(MATERIAL PROVIDED Opens)

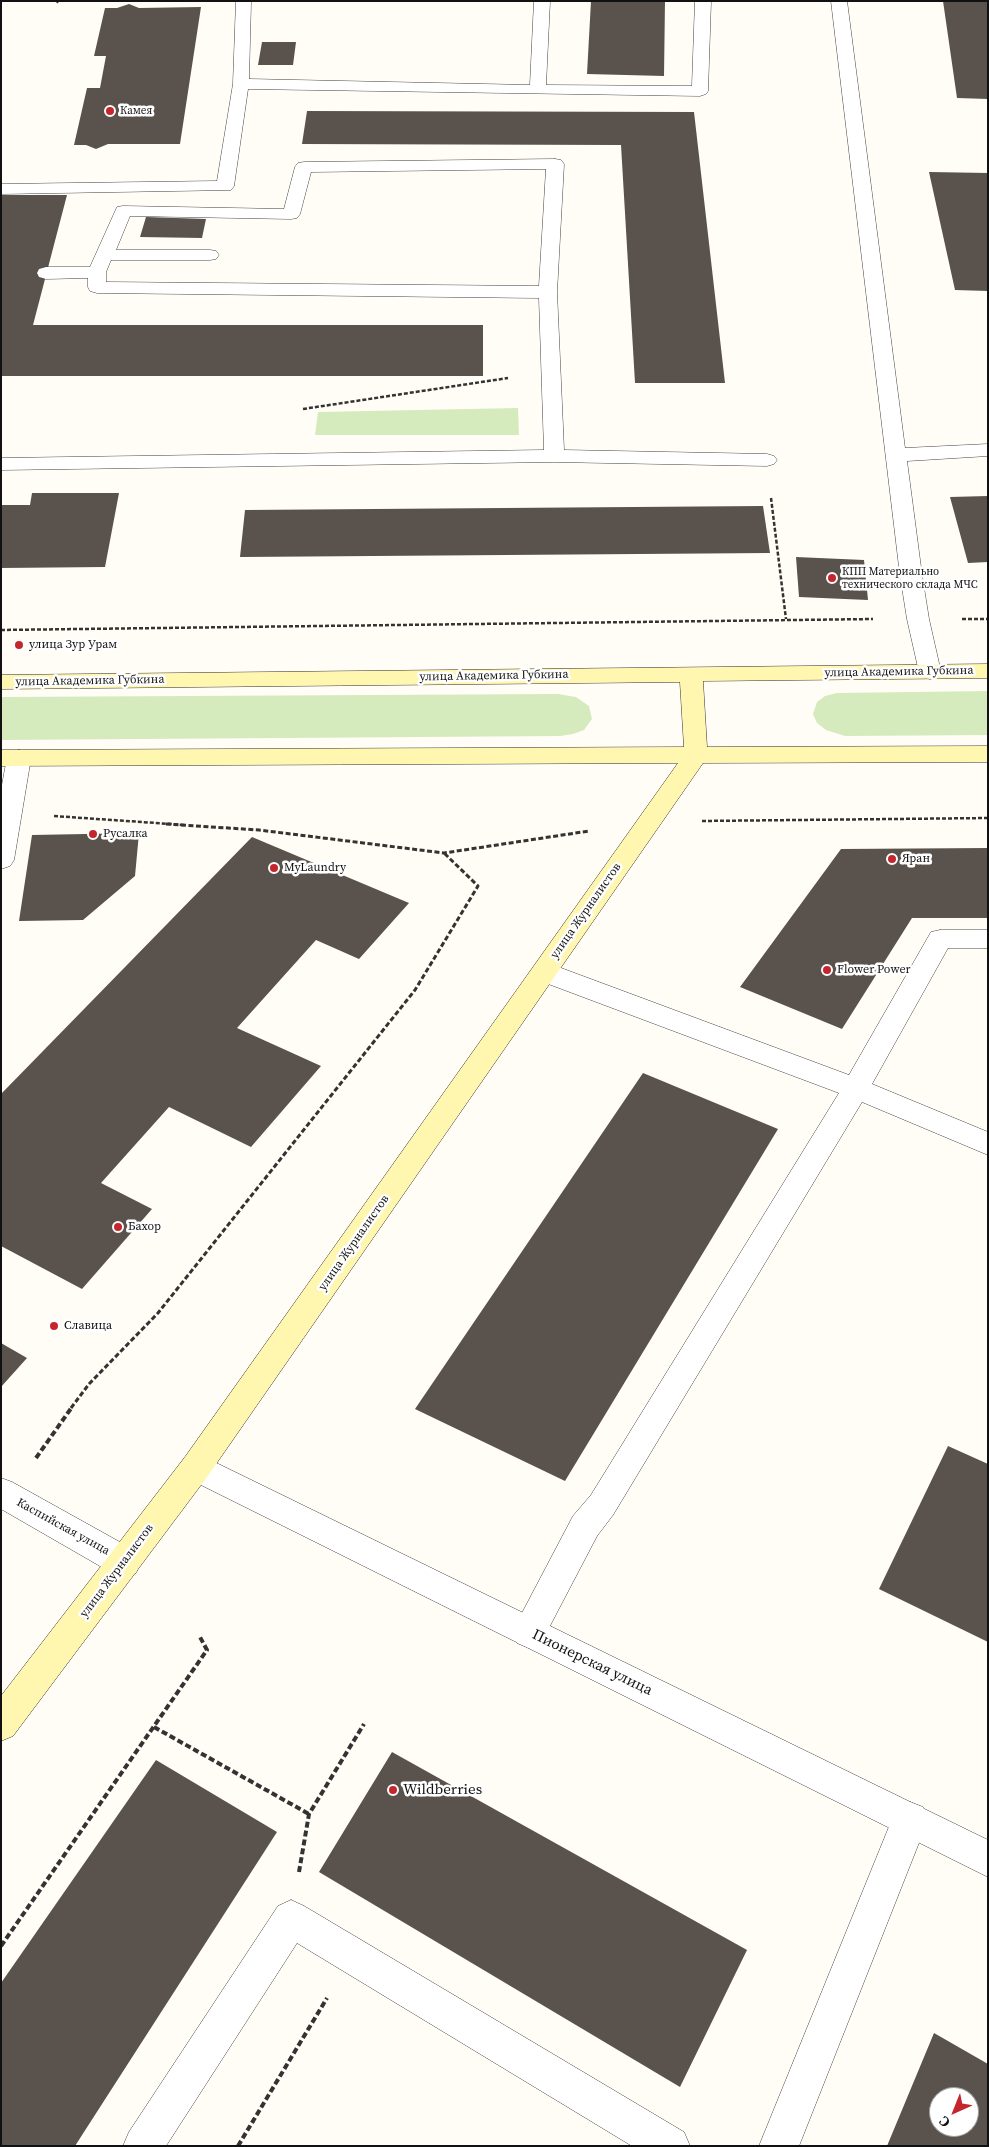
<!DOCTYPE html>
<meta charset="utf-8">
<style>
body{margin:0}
#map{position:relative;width:989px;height:2147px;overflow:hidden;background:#fffdf5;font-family:"Source Serif 4",serif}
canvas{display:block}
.frame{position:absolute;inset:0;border:2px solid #111;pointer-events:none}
.north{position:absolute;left:929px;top:2087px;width:50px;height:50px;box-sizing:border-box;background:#fff;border:1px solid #a0a0a0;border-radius:50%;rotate:224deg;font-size:14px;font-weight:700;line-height:20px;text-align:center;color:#111}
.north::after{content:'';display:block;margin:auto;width:18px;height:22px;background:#c4262e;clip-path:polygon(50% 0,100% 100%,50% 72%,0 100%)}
</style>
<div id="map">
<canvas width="989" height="2147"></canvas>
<div class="frame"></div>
<div class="north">С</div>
</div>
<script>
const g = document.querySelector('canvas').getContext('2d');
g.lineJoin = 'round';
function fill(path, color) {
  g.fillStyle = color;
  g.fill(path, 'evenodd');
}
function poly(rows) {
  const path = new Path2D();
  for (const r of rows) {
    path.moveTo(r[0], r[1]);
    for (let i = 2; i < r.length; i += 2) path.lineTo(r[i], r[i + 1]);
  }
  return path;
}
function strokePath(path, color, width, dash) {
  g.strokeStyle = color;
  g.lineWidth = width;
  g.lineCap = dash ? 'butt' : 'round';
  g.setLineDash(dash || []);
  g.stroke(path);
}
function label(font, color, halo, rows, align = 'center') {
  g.font = font + ' "Source Serif 4",serif';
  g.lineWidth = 5;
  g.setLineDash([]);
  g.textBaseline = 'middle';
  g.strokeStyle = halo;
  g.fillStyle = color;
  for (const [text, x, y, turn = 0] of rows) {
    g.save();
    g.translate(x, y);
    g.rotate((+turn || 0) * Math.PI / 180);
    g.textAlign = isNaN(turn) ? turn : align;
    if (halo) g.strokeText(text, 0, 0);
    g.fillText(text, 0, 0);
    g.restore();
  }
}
const green = poly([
 [518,408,519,435,315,435,318,412],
 [988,691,988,735,845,736,826,730,817,723,813,714,817,702,825,696,837,693],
 [558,694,576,697,589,706,592,719,584,730,573,734,560,736,1,740,1,697]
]);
const building = poly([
 [591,1,665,1,664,76,587,74],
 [943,1,988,1,988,99,957,98],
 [129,4,139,8,201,7,180,144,108,144,96,149,86,145,74,145,87,88,100,88,106,56,94,56,105,8,117,8],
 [262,42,296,42,293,65,258,65],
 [307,111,694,112,725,383,635,383,621,145,302,144],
 [929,172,988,173,988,291,955,290],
 [1,195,67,195,33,325,483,325,483,376,1,376],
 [146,217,206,219,202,238,140,237],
 [32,493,119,493,105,567,1,568,1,505,30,505],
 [988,496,988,562,968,563,950,497],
 [763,506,770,553,240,557,245,510],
 [796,557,864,560,868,600,799,597],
 [139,833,135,876,83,920,19,921,32,835],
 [252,837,409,903,359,959,316,940,237,1028,321,1066,251,1147,169,1107,101,1183,152,1209,82,1289,1,1246,1,1094],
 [988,848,988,918,912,918,842,1029,740,987,841,849],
 [643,1073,778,1129,565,1481,415,1409],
 [1,1343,27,1358,1,1387],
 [948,1446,988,1464,988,1642,879,1589],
 [392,1752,747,1950,680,2087,319,1872],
 [156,1760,277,1832,75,2146,1,2146,1,1983],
 [934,2033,988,2064,988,2146,887,2146],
 [939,2097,969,2097,969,2127,939,2127]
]);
const pathFar3 = poly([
 [57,3,58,1]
]);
const pathFar2 = poly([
 [303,409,508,378],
 [771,498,786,619],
 [962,619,988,619],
 [1,630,873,619],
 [54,816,185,825],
 [702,821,988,818]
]);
const pathFar1 = poly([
 [166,824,259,830,444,853,589,831],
 [71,1408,89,1384,158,1313,415,990,478,886,444,853]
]);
const path = poly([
 [36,1458,72,1407],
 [154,1727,309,1814],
 [299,1872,309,1814,364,1724],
 [1,1946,207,1650,200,1637],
 [238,2146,327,1998]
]);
const lane = poly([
 [534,1,550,1,546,85,692,86,695,1,711,1,708,91,706,94,700,96,248,89,234,186,231,190,1,194,1,184,217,181,233,84,236,1,251,2,249,79,530,85,534,1],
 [831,1,847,1,905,448,988,444,988,456,907,461,922,575,929,619,941,672,938,677,930,679,922,677,919,672,907,619,900,575,831,1],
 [555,159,561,160,564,164,557,292,564,450,767,454,774,456,777,460,774,464,767,466,554,462,1,470,1,458,544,450,539,298,97,293,90,291,88,287,88,278,46,279,39,277,37,273,39,269,46,267,90,267,117,207,123,206,284,209,295,167,298,163,304,162,555,159],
 [546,169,539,286,106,282,106,272,111,260,210,260,216,259,219,255,216,251,210,250,116,250,130,216,291,219,297,218,300,214,311,172,546,169],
 [19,750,27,752,31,758,14,860,10,866,1,869,1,790,7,758,11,752,19,750],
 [940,930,988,930,988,948,948,948,872,1084,988,1132,988,1155,862,1102,613,1515,597,1536,541,1643,529,1648,517,1643,512,1632,573,1516,591,1495,839,1093,535,979,531,972,535,965,544,962,553,965,849,1075,931,932,940,930],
 [910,1802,923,1807,928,1820,799,2146,759,2146,897,1807,910,1802],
 [291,1900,304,1906,684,2132,690,2146,632,2146,297,1943,166,2146,123,2146,129,2132,278,1906,291,1900]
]);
const street = poly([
 [196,1453,988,1840,988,1877,185,1477,180,1467,185,1457,196,1453],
 [1,1478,12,1482,136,1551,141,1562,136,1573,124,1577,112,1573,1,1509,1,1478]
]);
const secondary = poly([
 [988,664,988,678,703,681,707,747,988,746,988,762,703,763,207,1477,13,1736,1,1741,1,1696,185,1457,678,763,1,766,1,750,684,747,680,682,1,689,1,675,988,664]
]);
const markers = [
 [110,111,5,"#c4262e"],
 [832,578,5,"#c4262e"],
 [19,645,5,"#c4262e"],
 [93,834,5,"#c4262e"],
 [892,859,5,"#c4262e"],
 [274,868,5,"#c4262e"],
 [827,970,5,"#c4262e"],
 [118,1227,5,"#c4262e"],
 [54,1326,5,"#c4262e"],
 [393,1790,5,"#c4262e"]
];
const farPoinames = [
 ["Камея",120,111],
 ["КПП Материально",842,572],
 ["технического склада МЧС",842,585]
];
const poiNames = [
 ["улица Зур Урам",29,645],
 ["Русалка",103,834],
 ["Яран",902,859],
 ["MyLaundry",284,868],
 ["Flower Power",837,970],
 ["Бахор",128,1227],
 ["Славица",64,1326]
];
const streetNames = [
 ["улица Академика Губкина",899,672,-1],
 ["улица Академика Губкина",494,676,-1],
 ["улица Академика Губкина",90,681,-1],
 ["улица Журналистов",586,911,-55],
 ["улица Журналистов",354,1243,-55],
 ["Каспийская улица",63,1527,29],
 ["улица Журналистов",117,1571,-53]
];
const nearStreetnames = [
 ["Пионерская улица",592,1663,26]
];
const nearPoinames = [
 ["Wildberries",403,1790]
];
fill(green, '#d5ebbd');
fill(building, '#5a524d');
strokePath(lane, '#444', 1);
strokePath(street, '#444', 1);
strokePath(secondary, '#333', 1);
strokePath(pathFar3, '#333', 2, [3, 2]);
strokePath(pathFar2, '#333', 2.5, [4, 2]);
strokePath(pathFar1, '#333', 3, [5, 2.5]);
strokePath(path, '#333', 4, [6, 3]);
fill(lane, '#fff');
fill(street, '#fff');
fill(secondary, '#fff6b0');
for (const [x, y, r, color] of markers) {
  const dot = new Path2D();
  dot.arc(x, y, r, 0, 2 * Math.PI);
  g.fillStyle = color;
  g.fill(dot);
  strokePath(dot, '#fff', 2);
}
label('11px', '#111', '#fff', farPoinames, 'left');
label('12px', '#111', '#fff', poiNames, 'left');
label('12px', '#111', '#fff', streetNames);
label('15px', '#111', '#fff', nearStreetnames);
label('15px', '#111', '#fff', nearPoinames, 'left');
</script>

(MATERIAL PROVIDED Closes)

■ **WHAT YOU ARE ASKED TO DO**
Find out how many lines in the entries above hold "canvas", then reply with that figure and nothing else.

■ **EXERCISE OUTPUT**
3